On level ground, install an end post at each end of the fence run. Stretch a string or a single strand of wire between the two posts to establish the fence line.

On rolling ground, where hills are too high to sight from one end post to the next, surveying equipment can be used to establish the location of intermediate points on the line. Alternatively, intermediate sighting stakes can be driven at the tops of hills. Two of these stakes should be driven about 8 to 10 feet apart at the approximate position where the line will cross the crest of the hill (Figure 1a). If both stakes appear to be lined up when sighted from each end post, they represent a true midpoint of the line. If not, the stakes can be moved back and forth until they are properly aligned (Figure 1b).
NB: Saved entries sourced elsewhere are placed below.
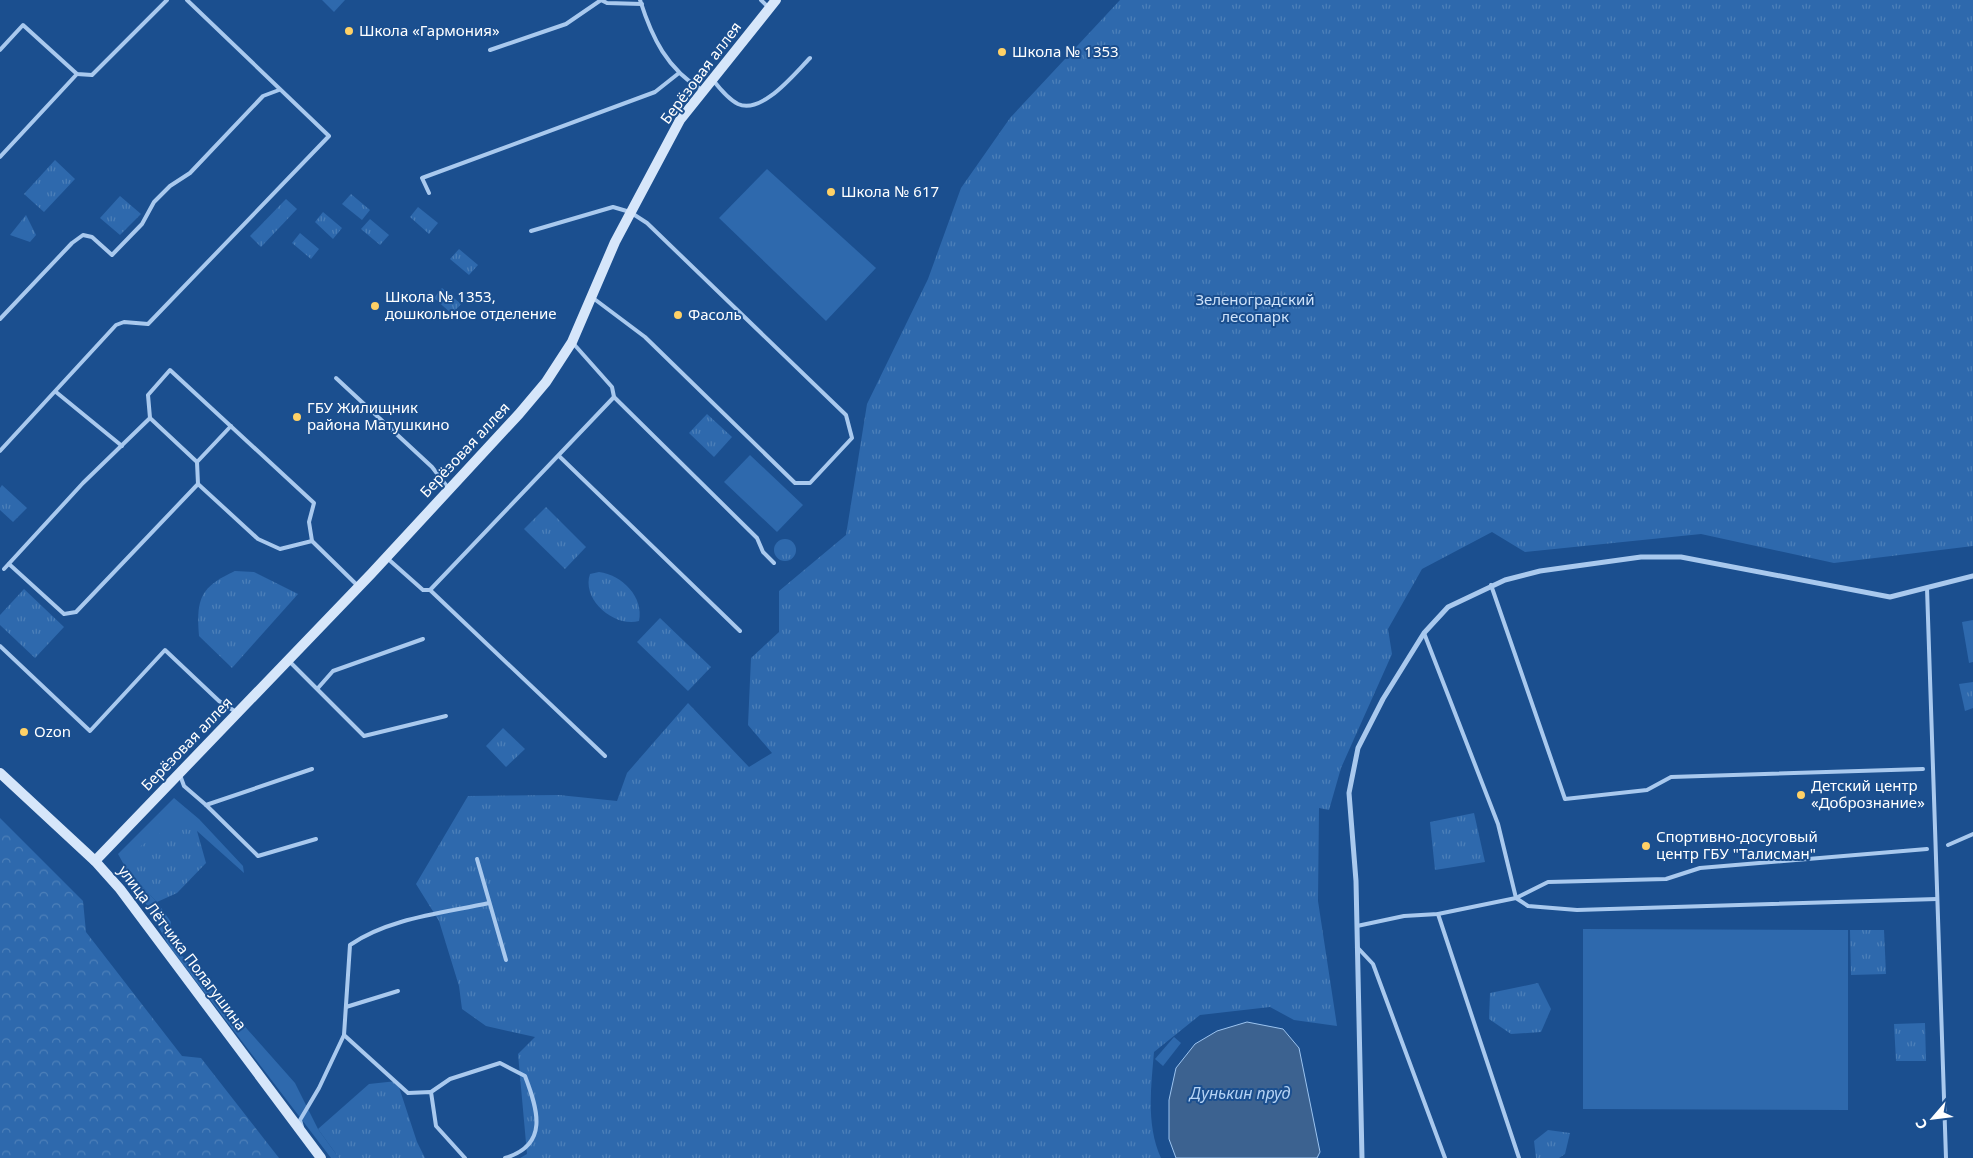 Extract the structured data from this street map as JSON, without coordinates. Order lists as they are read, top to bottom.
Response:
{
  "streets": {
    "street": ["Берёзовая аллея", "улица Лётчика Полагушина"]
  },
  "crossings": [
    ["Берёзовая аллея", "улица Лётчика Полагушина"]
  ],
  "water": ["Дунькин пруд"],
  "parks": ["Зеленоградский лесопарк"],
  "places": [
    "Школа «Гармония»",
    "Школа № 1353",
    "Школа № 617",
    "Школа № 1353, дошкольное отделение",
    "Фасоль",
    "ГБУ Жилищник района Матушкино",
    "Ozon",
    "Детский центр «Добрознание»",
    "Спортивно-досуговый центр ГБУ \"Талисман\""
  ],
  "north": "bottom left"
} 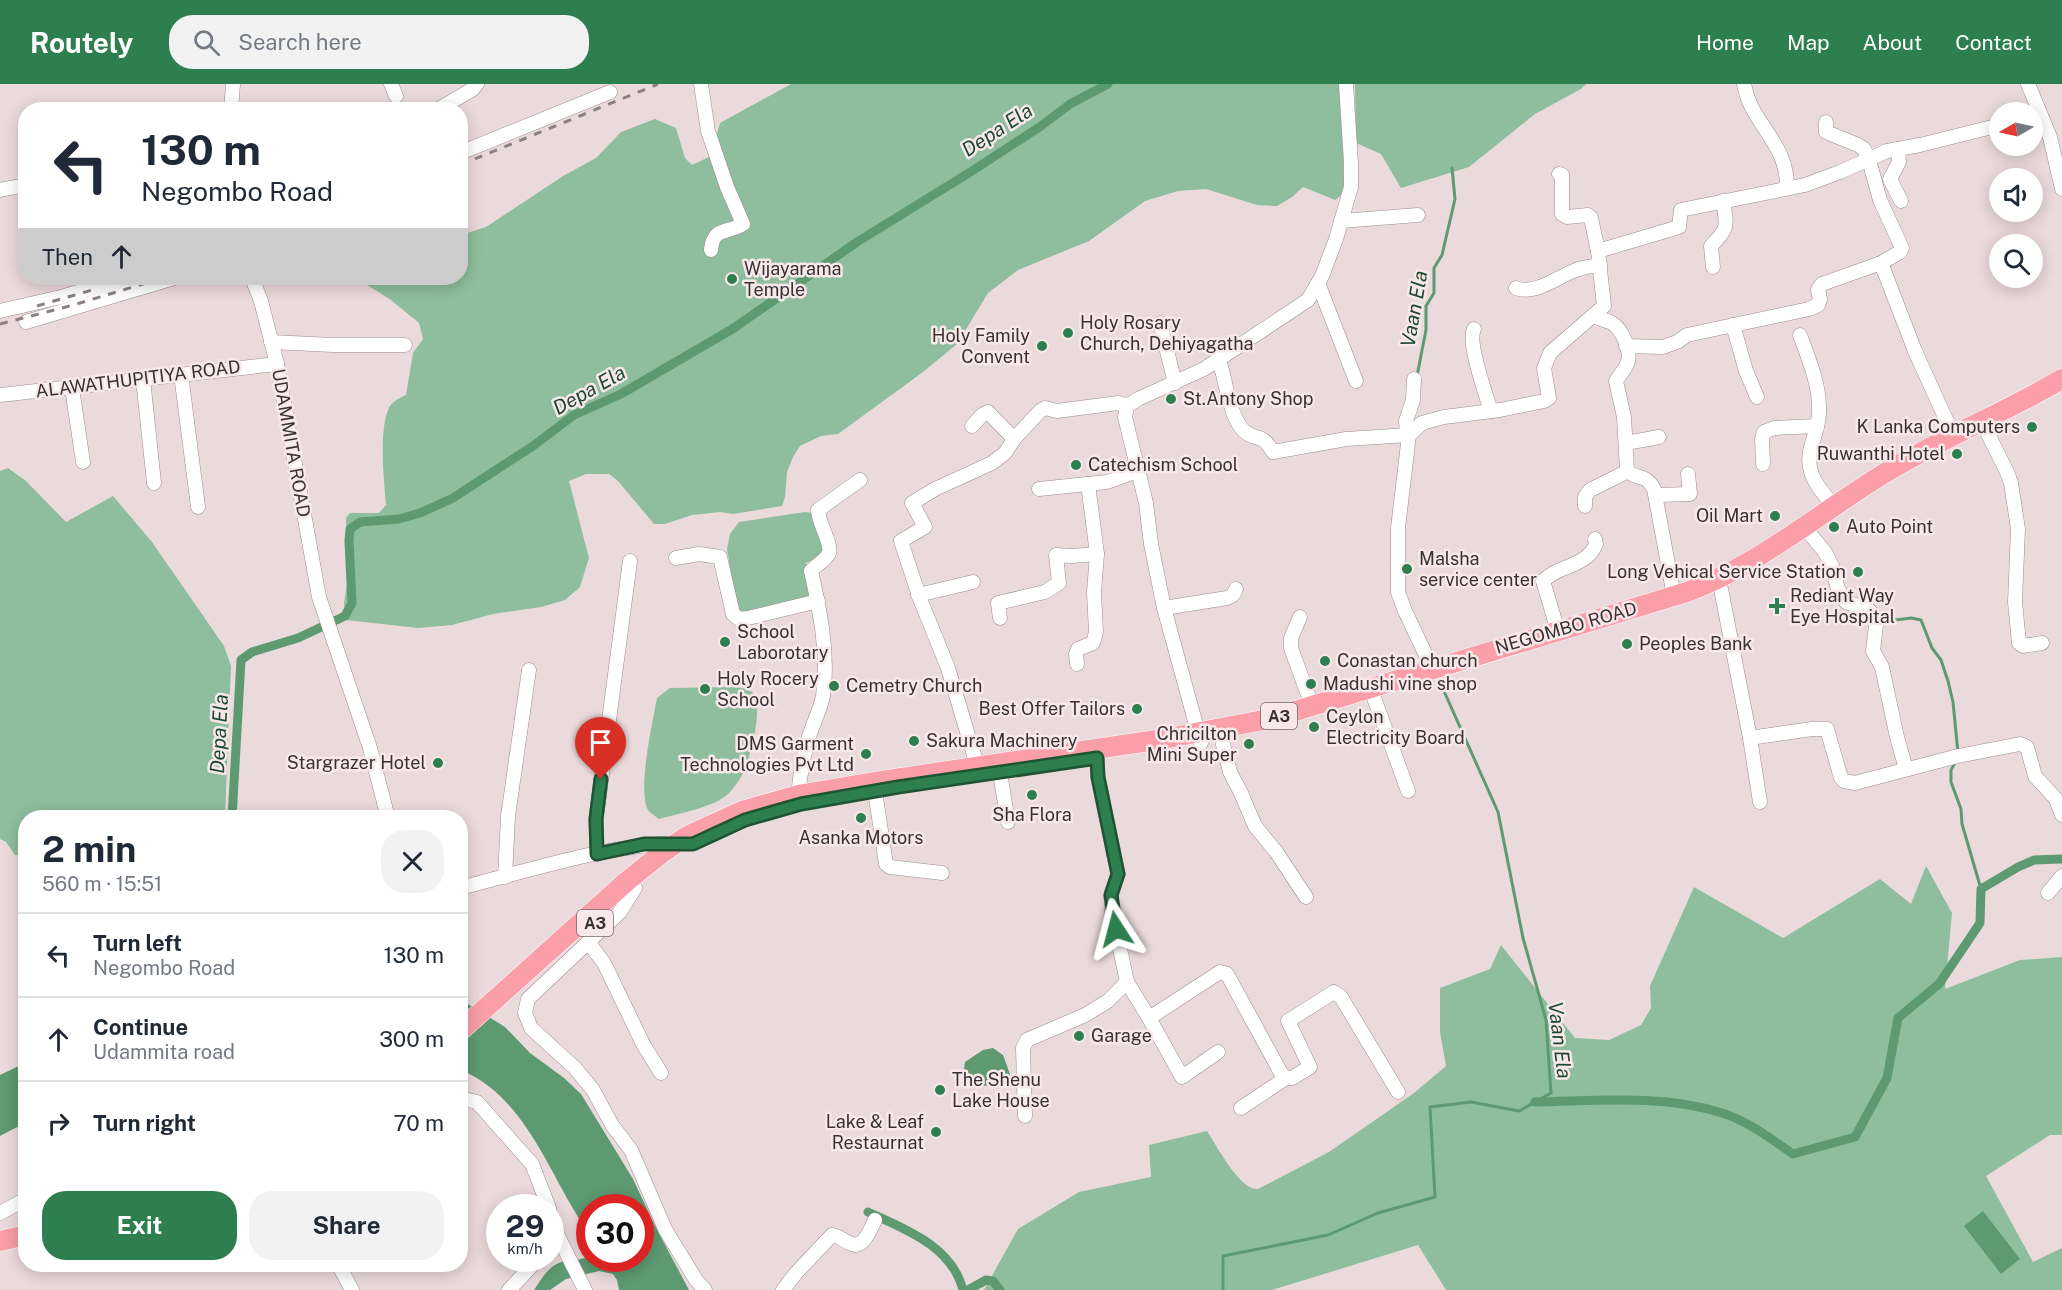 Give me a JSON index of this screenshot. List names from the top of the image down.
{
  "streets": {
    "highway": ["NEGOMBO ROAD", "A3"],
    "street": ["ALAWATHUPITIYA ROAD", "UDAMMITA ROAD"]
  },
  "crossings": [
    ["ALAWATHUPITIYA ROAD", "UDAMMITA ROAD"]
  ],
  "water": ["Depa Ela", "Vaan Ela"],
  "places": {
    "other": [
      "Wijayarama Temple",
      "Holy Rosary Church, Dehiyagatha",
      "Holy Family Convent",
      "St.Antony Shop",
      "K Lanka Computers",
      "Ruwanthi Hotel",
      "Catechism School",
      "Oil Mart",
      "Auto Point",
      "Malsha service center",
      "Long Vehical Service Station",
      "School Laborotary",
      "Peoples Bank",
      "Conastan church",
      "Madushi vine shop",
      "Cemetry Church",
      "Holy Rocery School",
      "Best Offer Tailors",
      "Ceylon Electricity Board",
      "Sakura Machinery",
      "Chricilton Mini Super",
      "DMS Garment Technologies Pvt Ltd",
      "Stargrazer Hotel",
      "Sha Flora",
      "Asanka Motors",
      "Garage",
      "The Shenu Lake House",
      "Lake & Leaf Restaurnat"
    ],
    "health": ["Rediant Way Eye Hospital"]
  },
  "north": "left",
  "page": {
    "header": "Routely",
    "search": "Search here",
    "nav": [
      "Home",
      "Map",
      "About",
      "Contact"
    ],
    "turn": ["130 m", "Negombo Road"],
    "then": "Then",
    "heading": ["2 min", "560 m · 15:51"],
    "list": [
      {
        "name": "Turn left",
        "note": "Negombo Road",
        "value": "130 m"
      },
      {
        "name": "Continue",
        "note": "Udammita road",
        "value": "300 m"
      },
      {
        "name": "Turn right",
        "value": "70 m"
      }
    ],
    "buttons": ["Exit", "Share"],
    "speed": "29 km/h",
    "limit": "30"
  }
}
Stretch a string or a single strand of wire between the two stakes to establish the fence line.


fence posts
Figure 1. Aligning the fence line on rolling ground: (a) place two stakes about 10 feet apart on the top of the hill so both are visible from either end stake and align the two center stakes (C and D) from one of the end stakes; and (b) check alignment of center stakes from other end stake.


When the fence must go around a curve, set stakes every 16 feet around the smooth curve. If following a terrace ridge, place stakes below the ridge so the terrace can be maintained. Select any three adjacent stakes and stretch a string between the first and third stake (Figure 2). Measure the distance from the center stake to the string and reset stakes to the spacing given in Table 1.


Fence post spacing around curves.
Figure 2. Fence post spacing around curves.


Line posts will eventually be placed where these stakes are set. Check by sight to see that no single stake is out of line from a smooth curve. Repeat these steps wherever there is much curvature along the proposed fence line.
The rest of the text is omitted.